The examples include:
- Environment setup and testing
- Local Qdrant server management
- Complete indexing and retrieval workflows
- Both ONNX and PyTorch backend examples

## Architecture

### Two Deployment Models

**Retrieval Service (Lightweight)**
```bash
pip install lateness
```
- ONNX backend (fast CPU inference)
- Qdrant integration
- ~50MB total dependencies
- Perfect for user-facing search APIs

**Indexing Service (Heavy)**
```bash
pip install lateness[index]
```
- PyTorch backend (GPU acceleration)
- Full Transformers support
- ~2GB+ dependencies
- Perfect for batch document processing

### Backend Selection

The package uses environment variables for backend control:

- **Default behavior** → ONNX backend (CPU retrieval)
- **`LATENESS_USE_TORCH=true`** → PyTorch backend (GPU indexing)
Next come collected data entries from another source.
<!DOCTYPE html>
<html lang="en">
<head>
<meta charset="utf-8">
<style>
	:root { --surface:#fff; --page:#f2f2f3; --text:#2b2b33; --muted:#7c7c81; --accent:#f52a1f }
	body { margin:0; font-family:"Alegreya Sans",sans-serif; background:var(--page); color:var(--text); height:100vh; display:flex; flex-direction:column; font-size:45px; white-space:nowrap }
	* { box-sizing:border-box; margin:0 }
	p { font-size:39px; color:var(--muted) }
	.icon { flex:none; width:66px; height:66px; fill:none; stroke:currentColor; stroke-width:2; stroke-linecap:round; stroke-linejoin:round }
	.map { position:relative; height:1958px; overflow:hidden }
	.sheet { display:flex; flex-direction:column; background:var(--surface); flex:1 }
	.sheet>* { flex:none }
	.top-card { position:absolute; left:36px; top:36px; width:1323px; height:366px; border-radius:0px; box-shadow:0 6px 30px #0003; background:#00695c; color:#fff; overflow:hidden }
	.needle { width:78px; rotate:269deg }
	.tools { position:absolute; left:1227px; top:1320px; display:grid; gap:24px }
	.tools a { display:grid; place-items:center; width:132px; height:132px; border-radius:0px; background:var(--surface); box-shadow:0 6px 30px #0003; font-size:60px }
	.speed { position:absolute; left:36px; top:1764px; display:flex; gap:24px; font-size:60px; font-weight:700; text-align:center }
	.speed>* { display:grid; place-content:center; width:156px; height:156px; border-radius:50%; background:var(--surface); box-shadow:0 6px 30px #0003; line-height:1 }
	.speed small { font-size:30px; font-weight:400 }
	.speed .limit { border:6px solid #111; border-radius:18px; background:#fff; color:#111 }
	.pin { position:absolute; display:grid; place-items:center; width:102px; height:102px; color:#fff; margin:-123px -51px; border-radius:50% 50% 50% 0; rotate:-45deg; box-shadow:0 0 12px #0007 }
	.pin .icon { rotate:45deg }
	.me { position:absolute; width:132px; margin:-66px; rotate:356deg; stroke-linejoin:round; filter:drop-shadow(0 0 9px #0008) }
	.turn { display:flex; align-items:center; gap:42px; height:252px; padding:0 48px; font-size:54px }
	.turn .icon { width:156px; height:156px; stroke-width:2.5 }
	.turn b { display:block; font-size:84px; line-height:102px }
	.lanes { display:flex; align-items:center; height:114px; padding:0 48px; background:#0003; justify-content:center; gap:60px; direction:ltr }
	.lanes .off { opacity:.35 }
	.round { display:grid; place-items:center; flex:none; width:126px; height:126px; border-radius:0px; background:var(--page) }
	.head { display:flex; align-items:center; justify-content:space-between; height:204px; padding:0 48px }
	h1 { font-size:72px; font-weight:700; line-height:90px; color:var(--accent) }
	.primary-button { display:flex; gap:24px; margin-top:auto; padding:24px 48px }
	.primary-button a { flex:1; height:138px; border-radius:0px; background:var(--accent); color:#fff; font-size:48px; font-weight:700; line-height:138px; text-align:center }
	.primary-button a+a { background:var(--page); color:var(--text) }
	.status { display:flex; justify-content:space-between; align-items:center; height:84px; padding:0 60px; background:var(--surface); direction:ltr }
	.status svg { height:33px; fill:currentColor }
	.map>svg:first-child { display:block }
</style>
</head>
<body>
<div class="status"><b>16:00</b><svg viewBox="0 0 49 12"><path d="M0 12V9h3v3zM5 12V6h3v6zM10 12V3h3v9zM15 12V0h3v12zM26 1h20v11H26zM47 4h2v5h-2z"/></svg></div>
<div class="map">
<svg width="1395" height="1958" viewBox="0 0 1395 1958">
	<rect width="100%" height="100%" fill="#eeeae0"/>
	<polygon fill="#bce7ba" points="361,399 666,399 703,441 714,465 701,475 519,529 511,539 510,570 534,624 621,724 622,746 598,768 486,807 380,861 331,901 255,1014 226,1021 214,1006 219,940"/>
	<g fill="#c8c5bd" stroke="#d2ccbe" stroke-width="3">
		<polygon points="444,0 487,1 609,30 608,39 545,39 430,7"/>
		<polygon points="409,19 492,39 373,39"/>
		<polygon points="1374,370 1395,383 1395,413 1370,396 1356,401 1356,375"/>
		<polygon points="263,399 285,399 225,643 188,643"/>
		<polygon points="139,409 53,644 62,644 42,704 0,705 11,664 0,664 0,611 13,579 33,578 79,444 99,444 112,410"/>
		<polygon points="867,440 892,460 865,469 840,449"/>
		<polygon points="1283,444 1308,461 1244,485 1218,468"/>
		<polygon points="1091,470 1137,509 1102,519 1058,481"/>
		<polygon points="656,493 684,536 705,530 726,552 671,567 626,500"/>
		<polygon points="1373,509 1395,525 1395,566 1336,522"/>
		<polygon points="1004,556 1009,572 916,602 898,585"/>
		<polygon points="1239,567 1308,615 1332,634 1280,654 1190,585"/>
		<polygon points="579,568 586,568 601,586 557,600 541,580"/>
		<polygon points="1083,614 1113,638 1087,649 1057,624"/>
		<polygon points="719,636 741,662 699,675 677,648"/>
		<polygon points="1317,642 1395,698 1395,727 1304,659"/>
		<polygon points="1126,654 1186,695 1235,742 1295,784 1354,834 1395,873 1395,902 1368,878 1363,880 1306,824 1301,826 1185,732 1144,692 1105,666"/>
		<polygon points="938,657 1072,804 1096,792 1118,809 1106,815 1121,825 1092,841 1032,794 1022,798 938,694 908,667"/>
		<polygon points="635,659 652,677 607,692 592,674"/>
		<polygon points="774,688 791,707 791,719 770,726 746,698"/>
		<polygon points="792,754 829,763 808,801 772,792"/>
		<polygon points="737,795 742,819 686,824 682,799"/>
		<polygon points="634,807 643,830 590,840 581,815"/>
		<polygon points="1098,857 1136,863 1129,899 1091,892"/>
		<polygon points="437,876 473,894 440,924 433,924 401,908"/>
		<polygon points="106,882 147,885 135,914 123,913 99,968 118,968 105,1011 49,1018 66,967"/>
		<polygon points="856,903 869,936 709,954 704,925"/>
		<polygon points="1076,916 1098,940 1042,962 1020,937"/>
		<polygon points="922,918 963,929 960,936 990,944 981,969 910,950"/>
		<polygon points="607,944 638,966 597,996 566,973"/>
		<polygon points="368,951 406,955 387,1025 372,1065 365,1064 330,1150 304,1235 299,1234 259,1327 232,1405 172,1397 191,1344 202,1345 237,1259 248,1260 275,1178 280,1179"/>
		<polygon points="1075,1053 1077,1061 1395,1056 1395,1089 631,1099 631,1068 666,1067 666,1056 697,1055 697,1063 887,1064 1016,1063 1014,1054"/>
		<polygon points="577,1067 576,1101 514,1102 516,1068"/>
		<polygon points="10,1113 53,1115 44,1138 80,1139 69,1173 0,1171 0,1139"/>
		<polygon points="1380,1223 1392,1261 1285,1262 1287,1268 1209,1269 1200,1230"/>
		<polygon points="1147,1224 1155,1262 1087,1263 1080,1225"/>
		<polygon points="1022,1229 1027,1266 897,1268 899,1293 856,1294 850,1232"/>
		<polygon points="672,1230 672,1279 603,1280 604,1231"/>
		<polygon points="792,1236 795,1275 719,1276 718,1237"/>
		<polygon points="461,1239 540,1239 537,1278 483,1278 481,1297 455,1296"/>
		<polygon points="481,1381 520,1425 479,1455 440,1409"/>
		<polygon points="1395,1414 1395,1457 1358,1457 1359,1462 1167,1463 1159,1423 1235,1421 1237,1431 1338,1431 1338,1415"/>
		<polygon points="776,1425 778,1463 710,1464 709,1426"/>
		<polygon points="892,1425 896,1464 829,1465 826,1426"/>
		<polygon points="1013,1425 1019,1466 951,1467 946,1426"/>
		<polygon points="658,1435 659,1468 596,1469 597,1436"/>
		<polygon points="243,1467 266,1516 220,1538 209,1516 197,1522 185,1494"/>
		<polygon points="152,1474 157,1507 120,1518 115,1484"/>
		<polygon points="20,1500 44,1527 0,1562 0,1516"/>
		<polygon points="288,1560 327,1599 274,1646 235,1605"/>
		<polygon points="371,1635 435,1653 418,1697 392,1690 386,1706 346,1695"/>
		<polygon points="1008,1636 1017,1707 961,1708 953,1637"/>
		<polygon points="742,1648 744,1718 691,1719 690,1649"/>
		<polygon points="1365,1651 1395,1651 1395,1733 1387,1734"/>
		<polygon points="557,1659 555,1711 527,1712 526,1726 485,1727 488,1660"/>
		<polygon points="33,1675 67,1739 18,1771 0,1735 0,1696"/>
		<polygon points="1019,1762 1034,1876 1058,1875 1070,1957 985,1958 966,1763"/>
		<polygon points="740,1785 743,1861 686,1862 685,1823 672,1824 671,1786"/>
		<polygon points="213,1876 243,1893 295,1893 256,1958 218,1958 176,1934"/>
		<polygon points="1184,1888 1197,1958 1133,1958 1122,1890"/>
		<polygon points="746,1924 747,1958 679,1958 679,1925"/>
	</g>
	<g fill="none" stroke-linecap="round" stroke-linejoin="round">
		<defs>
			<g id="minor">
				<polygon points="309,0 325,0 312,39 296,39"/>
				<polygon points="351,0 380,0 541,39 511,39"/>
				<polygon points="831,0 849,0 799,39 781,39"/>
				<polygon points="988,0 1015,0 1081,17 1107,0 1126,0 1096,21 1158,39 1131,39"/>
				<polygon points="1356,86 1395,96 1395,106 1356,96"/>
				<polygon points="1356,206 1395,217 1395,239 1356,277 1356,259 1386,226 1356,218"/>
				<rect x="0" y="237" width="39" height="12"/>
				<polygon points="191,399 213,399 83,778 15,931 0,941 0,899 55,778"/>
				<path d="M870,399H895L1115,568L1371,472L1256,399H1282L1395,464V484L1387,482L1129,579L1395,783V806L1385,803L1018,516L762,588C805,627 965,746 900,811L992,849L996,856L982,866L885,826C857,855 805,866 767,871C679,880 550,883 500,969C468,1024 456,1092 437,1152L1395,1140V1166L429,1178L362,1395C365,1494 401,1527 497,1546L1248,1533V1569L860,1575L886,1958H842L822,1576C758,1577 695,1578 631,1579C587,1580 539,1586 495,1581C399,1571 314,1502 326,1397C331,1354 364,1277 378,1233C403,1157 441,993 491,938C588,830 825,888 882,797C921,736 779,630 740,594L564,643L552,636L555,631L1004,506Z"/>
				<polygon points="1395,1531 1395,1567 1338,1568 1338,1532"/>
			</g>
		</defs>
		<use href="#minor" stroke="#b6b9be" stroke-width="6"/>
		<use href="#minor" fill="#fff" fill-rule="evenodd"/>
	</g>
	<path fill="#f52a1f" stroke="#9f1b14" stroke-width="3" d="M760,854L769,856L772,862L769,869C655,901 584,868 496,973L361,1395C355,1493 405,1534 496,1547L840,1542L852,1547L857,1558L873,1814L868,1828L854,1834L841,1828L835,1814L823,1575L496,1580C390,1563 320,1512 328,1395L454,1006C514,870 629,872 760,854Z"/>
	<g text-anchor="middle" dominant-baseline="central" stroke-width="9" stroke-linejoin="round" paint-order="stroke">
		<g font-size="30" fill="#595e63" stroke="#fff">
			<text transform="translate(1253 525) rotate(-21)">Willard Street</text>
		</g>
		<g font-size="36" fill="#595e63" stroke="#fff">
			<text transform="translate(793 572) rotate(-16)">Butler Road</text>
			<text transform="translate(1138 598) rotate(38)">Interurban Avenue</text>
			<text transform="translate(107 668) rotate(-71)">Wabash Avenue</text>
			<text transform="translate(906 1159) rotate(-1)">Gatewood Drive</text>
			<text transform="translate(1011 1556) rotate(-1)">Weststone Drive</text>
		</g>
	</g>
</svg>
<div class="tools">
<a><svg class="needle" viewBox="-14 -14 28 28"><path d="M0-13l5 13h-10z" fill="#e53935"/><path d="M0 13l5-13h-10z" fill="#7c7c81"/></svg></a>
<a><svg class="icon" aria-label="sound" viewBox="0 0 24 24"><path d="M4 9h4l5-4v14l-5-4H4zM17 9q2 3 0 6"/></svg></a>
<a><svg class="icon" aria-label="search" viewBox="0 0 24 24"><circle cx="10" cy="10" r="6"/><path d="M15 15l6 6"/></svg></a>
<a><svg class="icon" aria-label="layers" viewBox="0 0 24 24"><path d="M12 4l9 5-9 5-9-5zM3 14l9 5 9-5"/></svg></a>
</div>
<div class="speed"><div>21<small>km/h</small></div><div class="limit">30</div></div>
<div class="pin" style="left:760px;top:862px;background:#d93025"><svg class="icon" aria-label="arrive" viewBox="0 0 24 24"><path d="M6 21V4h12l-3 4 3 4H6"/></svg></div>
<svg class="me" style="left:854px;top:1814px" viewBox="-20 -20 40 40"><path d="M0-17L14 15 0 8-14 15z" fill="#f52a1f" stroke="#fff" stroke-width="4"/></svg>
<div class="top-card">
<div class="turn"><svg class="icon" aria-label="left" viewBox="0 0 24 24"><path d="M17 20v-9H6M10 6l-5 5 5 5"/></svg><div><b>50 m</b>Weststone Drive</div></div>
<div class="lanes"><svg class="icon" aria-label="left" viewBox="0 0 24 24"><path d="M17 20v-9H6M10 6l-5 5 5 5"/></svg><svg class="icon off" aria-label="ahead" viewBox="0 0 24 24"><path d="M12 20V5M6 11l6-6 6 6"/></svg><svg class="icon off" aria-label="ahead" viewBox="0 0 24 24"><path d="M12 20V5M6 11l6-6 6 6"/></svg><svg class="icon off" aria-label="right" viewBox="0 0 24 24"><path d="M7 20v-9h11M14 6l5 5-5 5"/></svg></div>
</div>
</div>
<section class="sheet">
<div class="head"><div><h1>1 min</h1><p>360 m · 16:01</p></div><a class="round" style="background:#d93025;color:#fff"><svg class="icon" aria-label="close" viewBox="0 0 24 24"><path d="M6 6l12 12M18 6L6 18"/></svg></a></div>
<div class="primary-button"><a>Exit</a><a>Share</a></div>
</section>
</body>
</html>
**Note:** PyTorch backend requires `pip install lateness[index]` to install PyTorch dependencies.

## API Reference

### ModernColBERT

```python
from lateness import ModernColBERT

# Initialize
colbert = ModernColBERT("prithivida/modern_colbert_base_en_v1")

# Encode queries
query_embeddings = colbert.encode_queries(["What is AI?"])

# Encode documents  
doc_embeddings = colbert.encode_documents(["AI is artificial intelligence"])

# Compute similarity
scores = ModernColBERT.compute_similarity(query_embeddings, doc_embeddings)
```

### Qdrant Integration

```python
from lateness import QdrantIndexer, QdrantRetriever
from qdrant_client import QdrantClient

client = QdrantClient("localhost", port=6333)

# Indexing
indexer = QdrantIndexer(client, "documents")
indexer.create_collection()
indexer.index_documents_simple(documents)

# Retrieval
retriever = QdrantRetriever(client, "documents")
results = retriever.search_simple("query", top_k=10)
```

## License

Apache License 2.0

## Contributing

Contributions welcome! Please check our [contributing guidelines](CONTRIBUTING.md).